___ Record set

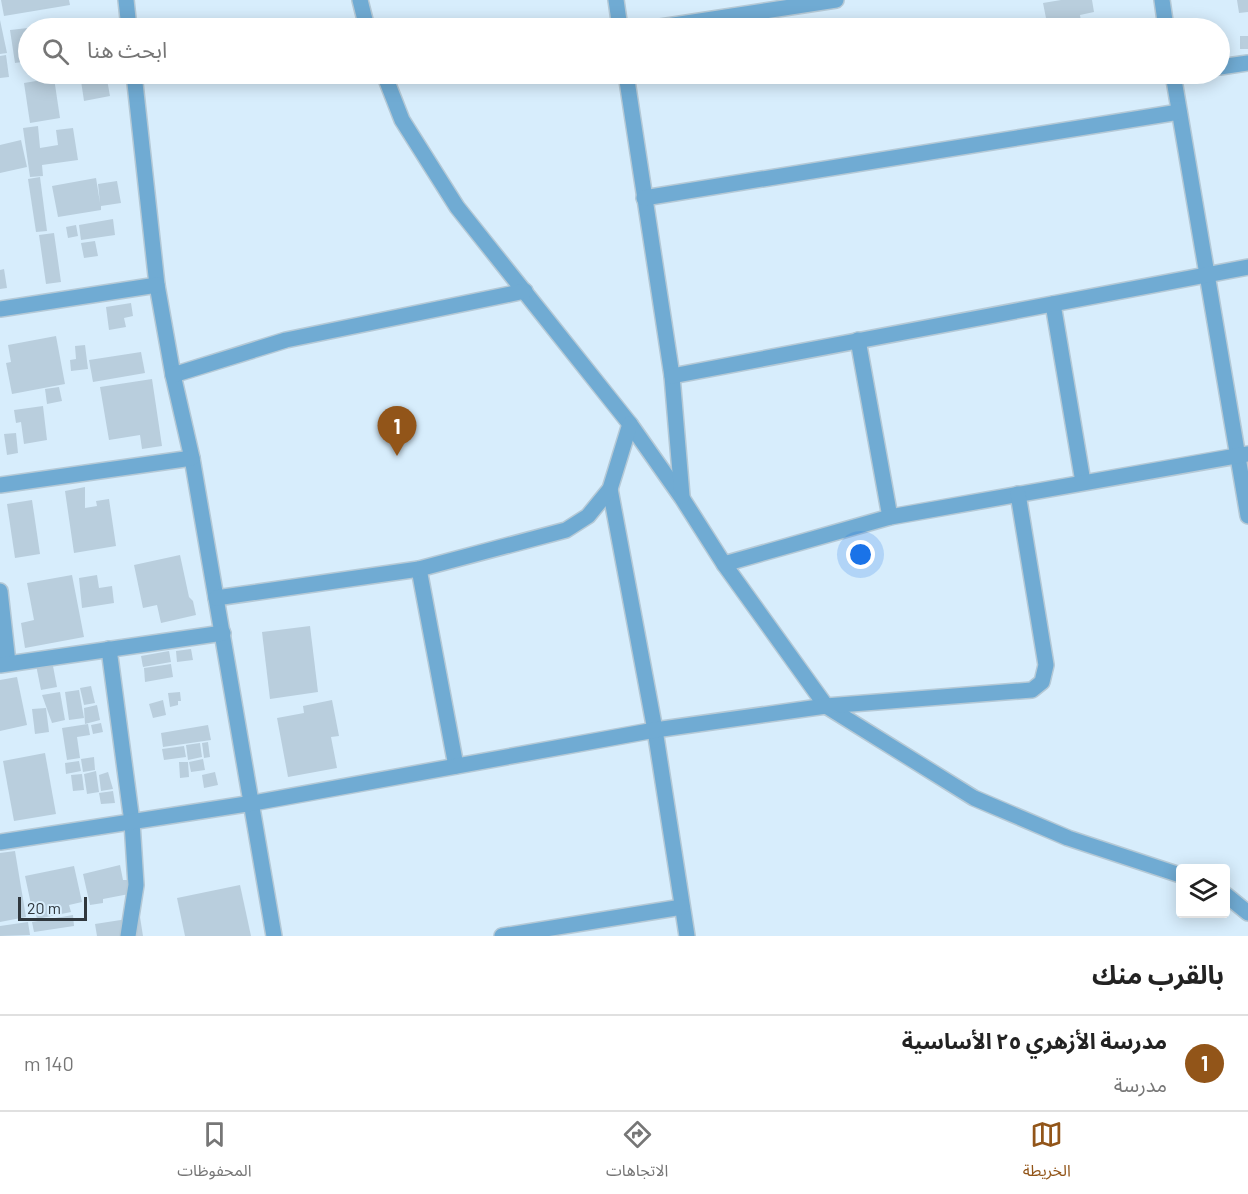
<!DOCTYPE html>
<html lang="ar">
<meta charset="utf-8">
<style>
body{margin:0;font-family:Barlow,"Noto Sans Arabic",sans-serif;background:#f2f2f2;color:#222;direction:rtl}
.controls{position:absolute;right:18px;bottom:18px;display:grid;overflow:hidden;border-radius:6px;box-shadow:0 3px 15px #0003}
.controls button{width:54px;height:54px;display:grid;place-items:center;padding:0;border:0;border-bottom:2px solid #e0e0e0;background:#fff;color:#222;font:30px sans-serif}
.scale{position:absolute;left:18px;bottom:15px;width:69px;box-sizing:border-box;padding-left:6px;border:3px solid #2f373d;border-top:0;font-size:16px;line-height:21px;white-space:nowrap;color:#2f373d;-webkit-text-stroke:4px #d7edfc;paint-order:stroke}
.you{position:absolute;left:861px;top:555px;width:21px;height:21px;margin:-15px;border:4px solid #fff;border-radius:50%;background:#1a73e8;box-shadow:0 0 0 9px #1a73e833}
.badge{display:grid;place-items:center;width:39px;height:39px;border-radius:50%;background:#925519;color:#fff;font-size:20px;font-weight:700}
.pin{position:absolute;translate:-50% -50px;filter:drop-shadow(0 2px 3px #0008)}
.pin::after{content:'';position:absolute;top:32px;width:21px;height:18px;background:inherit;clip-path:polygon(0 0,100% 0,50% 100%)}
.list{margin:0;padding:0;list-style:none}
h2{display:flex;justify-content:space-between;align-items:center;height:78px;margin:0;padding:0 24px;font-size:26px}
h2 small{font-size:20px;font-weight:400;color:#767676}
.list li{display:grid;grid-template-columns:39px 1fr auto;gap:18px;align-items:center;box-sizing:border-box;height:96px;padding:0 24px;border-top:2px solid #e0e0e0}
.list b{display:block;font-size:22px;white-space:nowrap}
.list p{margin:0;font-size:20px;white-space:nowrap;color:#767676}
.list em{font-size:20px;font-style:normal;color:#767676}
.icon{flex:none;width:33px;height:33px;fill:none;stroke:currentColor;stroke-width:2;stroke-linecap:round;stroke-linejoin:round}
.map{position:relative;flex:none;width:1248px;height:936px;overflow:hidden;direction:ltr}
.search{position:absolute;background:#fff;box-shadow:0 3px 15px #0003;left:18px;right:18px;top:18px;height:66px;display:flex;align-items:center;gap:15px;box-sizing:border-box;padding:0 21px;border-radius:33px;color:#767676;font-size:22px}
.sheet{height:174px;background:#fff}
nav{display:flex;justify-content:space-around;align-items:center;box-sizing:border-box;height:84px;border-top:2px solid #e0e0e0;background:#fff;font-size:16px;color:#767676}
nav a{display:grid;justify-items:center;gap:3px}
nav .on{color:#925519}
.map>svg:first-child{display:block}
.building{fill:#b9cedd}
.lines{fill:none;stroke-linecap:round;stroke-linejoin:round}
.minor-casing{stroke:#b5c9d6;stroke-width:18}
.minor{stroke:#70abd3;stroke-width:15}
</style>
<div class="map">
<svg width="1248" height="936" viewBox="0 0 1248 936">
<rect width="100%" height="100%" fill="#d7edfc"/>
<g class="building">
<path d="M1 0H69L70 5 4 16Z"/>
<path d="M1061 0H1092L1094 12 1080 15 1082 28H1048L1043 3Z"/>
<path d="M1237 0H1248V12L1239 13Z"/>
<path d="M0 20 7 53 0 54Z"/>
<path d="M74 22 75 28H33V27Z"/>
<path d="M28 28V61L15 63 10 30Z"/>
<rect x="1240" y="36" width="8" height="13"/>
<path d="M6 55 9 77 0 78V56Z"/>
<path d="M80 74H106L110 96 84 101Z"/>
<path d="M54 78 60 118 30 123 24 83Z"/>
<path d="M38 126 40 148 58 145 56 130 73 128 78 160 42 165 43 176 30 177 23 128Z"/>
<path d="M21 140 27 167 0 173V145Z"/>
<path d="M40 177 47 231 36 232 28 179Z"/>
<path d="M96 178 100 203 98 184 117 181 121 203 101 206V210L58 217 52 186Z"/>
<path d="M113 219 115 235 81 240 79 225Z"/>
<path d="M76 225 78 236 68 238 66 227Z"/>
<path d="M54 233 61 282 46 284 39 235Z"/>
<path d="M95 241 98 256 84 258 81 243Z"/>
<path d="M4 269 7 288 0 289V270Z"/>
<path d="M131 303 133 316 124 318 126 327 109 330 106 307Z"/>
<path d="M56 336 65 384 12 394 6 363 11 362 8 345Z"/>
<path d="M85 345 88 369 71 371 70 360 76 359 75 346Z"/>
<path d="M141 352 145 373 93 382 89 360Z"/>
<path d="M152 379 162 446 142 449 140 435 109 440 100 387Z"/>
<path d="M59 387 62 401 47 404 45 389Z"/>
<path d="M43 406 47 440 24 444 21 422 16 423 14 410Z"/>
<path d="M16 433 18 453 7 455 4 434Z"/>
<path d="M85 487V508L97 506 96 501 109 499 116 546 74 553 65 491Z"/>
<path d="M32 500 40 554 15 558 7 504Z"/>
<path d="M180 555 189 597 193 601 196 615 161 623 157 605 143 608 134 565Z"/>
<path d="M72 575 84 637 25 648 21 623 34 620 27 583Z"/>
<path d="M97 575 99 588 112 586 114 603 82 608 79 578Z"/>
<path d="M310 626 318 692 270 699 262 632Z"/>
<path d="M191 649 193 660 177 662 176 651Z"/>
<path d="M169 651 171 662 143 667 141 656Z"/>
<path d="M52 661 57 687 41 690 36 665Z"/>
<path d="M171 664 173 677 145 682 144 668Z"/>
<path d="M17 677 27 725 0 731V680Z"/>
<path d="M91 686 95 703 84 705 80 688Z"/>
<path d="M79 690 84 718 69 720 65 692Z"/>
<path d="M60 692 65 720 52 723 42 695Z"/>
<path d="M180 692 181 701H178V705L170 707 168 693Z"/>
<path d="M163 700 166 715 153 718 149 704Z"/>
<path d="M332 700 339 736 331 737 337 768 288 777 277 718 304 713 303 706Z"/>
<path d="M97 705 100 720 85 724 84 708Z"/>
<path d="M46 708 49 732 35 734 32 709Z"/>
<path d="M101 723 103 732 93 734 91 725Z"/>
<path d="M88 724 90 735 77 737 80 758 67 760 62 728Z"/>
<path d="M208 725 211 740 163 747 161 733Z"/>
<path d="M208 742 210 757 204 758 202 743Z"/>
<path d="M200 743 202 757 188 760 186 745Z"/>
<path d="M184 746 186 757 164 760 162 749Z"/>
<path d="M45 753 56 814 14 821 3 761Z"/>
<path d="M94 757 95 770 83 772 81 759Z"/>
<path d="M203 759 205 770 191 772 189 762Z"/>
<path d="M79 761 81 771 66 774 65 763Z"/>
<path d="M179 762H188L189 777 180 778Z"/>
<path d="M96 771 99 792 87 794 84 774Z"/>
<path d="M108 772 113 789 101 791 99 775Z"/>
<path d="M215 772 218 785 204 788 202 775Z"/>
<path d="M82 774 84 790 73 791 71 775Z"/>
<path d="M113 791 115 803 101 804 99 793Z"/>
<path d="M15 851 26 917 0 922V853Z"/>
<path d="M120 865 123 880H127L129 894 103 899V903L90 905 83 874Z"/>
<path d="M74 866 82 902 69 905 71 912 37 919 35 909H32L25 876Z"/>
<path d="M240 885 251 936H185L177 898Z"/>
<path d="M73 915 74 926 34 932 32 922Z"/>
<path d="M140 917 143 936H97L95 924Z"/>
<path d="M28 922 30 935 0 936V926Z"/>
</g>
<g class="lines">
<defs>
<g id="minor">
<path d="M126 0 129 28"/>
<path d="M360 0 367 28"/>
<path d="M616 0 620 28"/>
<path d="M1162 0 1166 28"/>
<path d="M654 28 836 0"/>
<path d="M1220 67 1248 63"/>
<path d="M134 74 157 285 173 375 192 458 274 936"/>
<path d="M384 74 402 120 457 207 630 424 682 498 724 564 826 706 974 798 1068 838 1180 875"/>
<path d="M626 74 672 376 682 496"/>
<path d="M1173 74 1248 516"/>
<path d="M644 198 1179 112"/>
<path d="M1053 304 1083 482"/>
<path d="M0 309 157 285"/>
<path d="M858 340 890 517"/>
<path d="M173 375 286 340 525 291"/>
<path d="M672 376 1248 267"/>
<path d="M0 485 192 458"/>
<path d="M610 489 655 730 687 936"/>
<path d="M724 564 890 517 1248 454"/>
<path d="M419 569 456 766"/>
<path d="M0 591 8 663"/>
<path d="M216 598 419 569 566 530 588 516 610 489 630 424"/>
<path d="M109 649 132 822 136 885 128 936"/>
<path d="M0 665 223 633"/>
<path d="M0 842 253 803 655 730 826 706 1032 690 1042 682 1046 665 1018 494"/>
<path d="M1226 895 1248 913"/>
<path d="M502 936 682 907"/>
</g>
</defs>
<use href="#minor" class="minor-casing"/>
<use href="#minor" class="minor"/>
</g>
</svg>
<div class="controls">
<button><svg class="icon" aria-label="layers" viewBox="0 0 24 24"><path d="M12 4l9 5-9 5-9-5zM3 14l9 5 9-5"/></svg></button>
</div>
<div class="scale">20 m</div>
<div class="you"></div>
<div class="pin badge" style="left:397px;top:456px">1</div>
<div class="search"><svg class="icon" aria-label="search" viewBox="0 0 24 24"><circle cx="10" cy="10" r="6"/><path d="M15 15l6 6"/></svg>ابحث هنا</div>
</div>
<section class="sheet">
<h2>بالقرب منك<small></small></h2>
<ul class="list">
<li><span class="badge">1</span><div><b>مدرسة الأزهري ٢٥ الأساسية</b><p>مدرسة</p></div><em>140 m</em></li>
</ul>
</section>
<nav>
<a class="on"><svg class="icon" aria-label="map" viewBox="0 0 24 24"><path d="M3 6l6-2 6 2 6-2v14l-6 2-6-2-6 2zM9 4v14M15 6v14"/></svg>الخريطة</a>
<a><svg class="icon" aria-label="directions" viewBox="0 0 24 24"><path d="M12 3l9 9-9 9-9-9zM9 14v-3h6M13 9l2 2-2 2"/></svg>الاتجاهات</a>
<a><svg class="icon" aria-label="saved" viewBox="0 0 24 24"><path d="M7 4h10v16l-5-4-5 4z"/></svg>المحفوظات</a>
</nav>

______
___ Record set

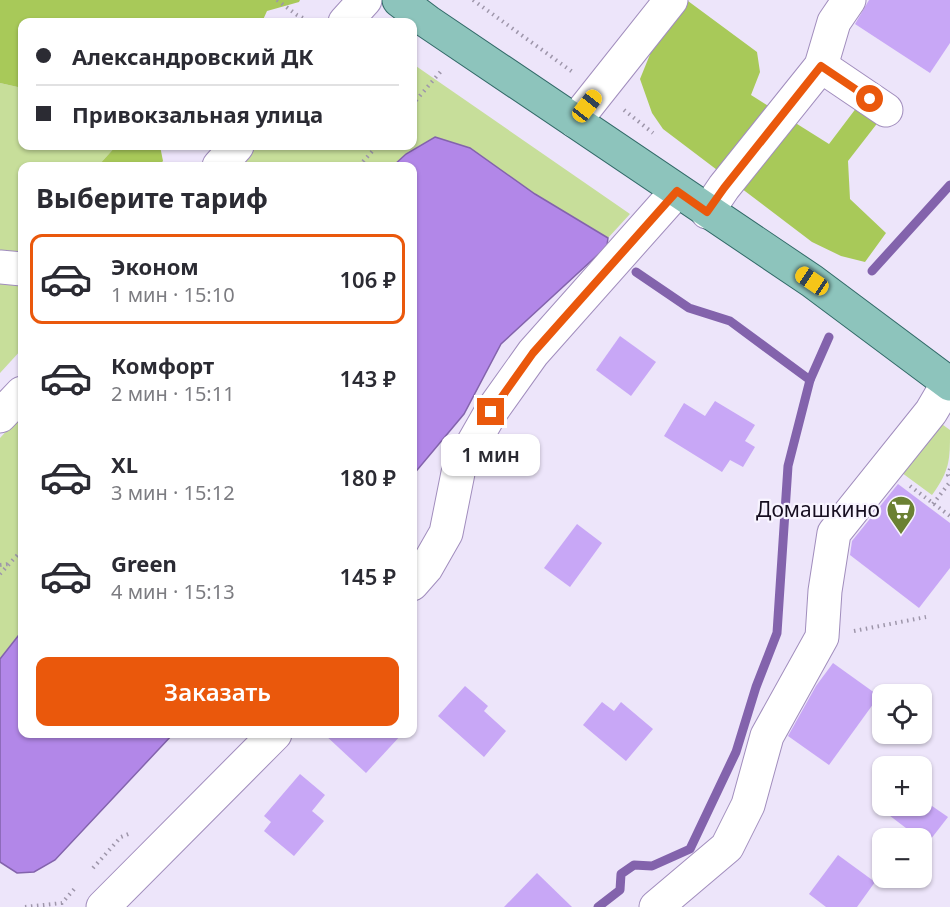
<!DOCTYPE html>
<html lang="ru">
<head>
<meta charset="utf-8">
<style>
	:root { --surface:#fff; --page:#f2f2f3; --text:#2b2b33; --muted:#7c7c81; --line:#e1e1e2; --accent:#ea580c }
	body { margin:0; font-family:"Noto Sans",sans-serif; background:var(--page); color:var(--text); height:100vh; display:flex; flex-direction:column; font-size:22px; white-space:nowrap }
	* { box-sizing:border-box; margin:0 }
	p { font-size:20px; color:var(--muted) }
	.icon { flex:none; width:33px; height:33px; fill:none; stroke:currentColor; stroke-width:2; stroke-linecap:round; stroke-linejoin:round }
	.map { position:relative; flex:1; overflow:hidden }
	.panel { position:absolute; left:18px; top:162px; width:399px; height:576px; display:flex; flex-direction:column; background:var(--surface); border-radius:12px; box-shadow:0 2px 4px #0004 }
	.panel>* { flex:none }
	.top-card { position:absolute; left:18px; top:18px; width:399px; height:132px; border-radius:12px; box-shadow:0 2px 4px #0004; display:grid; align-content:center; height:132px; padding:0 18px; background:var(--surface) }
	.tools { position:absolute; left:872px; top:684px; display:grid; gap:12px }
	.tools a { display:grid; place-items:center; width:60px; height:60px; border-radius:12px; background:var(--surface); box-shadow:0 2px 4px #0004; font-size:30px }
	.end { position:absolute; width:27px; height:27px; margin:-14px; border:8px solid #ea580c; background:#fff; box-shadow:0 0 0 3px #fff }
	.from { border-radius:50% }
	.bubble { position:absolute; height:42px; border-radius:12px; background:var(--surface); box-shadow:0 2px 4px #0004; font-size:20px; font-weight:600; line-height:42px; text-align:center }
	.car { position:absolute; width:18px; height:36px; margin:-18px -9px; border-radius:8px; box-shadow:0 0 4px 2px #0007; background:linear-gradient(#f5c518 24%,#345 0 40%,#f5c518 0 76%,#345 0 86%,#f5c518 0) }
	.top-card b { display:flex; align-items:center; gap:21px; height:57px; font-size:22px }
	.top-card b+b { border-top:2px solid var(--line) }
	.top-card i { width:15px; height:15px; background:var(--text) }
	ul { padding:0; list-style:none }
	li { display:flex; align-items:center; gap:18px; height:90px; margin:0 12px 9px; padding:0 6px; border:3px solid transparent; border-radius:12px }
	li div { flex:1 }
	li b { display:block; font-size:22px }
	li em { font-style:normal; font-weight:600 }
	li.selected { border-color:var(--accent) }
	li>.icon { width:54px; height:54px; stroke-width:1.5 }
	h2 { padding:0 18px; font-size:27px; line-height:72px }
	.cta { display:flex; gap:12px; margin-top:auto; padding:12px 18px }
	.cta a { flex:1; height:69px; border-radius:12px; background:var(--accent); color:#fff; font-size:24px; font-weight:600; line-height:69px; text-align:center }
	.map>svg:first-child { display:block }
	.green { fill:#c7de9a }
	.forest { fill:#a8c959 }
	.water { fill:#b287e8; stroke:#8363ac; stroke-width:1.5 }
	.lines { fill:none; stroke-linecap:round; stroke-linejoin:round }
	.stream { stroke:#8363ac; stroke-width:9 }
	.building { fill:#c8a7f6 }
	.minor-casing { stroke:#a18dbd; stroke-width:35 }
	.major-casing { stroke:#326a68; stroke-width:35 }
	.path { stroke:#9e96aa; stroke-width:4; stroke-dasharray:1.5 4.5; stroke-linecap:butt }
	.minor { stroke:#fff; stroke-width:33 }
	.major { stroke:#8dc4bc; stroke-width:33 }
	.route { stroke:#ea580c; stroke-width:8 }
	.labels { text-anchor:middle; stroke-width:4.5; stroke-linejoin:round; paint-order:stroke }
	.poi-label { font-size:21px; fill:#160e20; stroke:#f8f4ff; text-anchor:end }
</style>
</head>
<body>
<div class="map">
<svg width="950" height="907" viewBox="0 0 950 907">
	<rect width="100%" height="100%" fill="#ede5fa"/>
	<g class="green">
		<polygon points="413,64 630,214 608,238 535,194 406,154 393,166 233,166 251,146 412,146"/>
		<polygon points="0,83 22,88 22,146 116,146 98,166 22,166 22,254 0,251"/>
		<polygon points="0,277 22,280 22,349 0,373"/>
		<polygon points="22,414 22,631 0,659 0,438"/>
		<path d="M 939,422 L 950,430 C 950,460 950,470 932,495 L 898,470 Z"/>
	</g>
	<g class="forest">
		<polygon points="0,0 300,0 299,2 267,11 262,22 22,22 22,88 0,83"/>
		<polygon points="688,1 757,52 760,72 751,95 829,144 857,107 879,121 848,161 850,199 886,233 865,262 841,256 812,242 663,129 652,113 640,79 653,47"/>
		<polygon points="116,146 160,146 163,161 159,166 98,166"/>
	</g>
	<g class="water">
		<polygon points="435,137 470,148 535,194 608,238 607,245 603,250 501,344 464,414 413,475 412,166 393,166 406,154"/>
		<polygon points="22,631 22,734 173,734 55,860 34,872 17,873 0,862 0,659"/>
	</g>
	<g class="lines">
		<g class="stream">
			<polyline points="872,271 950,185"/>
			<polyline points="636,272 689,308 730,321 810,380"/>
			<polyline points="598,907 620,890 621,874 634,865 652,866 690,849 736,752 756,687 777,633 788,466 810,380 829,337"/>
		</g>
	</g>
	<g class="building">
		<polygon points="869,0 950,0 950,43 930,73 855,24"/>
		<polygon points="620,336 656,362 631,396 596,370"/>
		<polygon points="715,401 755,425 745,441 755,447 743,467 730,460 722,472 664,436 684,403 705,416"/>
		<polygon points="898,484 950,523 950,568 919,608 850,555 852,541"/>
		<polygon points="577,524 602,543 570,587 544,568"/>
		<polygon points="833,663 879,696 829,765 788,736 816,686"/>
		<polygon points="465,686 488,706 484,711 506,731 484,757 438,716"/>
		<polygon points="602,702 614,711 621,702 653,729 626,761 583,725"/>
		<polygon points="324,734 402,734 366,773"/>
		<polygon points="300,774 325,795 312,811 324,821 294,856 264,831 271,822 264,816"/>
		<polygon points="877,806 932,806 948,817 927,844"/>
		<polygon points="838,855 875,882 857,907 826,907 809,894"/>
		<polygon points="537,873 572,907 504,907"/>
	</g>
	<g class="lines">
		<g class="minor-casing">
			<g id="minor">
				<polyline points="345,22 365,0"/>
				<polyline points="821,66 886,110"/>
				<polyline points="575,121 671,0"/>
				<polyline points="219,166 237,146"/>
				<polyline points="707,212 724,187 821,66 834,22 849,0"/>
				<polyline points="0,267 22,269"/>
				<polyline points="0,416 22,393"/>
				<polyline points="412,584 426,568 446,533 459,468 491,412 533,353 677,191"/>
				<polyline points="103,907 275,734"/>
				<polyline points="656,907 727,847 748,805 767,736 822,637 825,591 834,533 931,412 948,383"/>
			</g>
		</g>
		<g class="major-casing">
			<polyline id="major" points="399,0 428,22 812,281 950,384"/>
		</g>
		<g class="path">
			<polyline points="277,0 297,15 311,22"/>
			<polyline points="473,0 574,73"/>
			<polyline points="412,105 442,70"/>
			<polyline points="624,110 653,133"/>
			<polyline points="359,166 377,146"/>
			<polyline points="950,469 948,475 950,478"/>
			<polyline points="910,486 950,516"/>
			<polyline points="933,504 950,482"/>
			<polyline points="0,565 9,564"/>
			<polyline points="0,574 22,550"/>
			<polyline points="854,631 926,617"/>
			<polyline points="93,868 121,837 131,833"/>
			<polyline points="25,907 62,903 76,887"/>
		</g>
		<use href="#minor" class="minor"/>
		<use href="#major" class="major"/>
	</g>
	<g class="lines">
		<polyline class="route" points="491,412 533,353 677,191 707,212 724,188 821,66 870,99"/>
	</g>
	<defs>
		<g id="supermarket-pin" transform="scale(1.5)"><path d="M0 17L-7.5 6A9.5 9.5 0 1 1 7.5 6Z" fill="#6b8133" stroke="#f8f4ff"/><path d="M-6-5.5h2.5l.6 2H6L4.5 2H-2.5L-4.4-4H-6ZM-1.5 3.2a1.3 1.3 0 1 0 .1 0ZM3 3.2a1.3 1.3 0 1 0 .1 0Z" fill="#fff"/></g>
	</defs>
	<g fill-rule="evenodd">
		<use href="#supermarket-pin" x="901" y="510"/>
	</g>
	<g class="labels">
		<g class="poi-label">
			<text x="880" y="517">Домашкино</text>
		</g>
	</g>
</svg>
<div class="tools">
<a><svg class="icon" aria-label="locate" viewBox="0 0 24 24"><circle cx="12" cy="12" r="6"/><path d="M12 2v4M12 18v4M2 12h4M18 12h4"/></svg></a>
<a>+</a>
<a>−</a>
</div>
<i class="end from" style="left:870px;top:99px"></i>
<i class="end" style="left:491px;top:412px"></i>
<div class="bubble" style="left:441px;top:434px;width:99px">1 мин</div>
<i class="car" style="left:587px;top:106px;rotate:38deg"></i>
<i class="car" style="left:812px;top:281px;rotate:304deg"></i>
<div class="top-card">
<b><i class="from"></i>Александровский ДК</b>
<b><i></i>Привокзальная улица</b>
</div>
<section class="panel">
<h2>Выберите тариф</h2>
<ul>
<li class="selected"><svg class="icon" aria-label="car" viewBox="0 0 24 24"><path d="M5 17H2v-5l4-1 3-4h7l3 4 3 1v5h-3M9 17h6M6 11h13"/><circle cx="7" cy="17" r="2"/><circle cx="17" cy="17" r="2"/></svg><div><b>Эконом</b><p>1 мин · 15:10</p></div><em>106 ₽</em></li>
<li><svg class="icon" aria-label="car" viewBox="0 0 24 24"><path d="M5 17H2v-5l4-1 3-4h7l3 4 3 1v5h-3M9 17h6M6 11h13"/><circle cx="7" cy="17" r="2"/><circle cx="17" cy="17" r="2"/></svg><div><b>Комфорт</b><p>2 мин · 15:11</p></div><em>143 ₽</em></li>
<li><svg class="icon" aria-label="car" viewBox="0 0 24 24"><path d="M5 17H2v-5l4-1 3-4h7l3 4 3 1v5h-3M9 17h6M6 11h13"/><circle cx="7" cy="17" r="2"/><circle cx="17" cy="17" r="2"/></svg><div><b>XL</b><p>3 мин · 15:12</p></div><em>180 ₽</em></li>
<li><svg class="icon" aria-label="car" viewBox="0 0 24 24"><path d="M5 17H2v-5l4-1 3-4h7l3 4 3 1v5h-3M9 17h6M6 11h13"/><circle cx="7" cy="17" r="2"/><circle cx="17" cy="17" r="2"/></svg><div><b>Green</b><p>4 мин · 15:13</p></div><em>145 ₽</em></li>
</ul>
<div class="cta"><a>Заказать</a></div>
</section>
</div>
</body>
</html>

______

Give the number of lines above in which the word "currentColor" appears, and nothing more.

2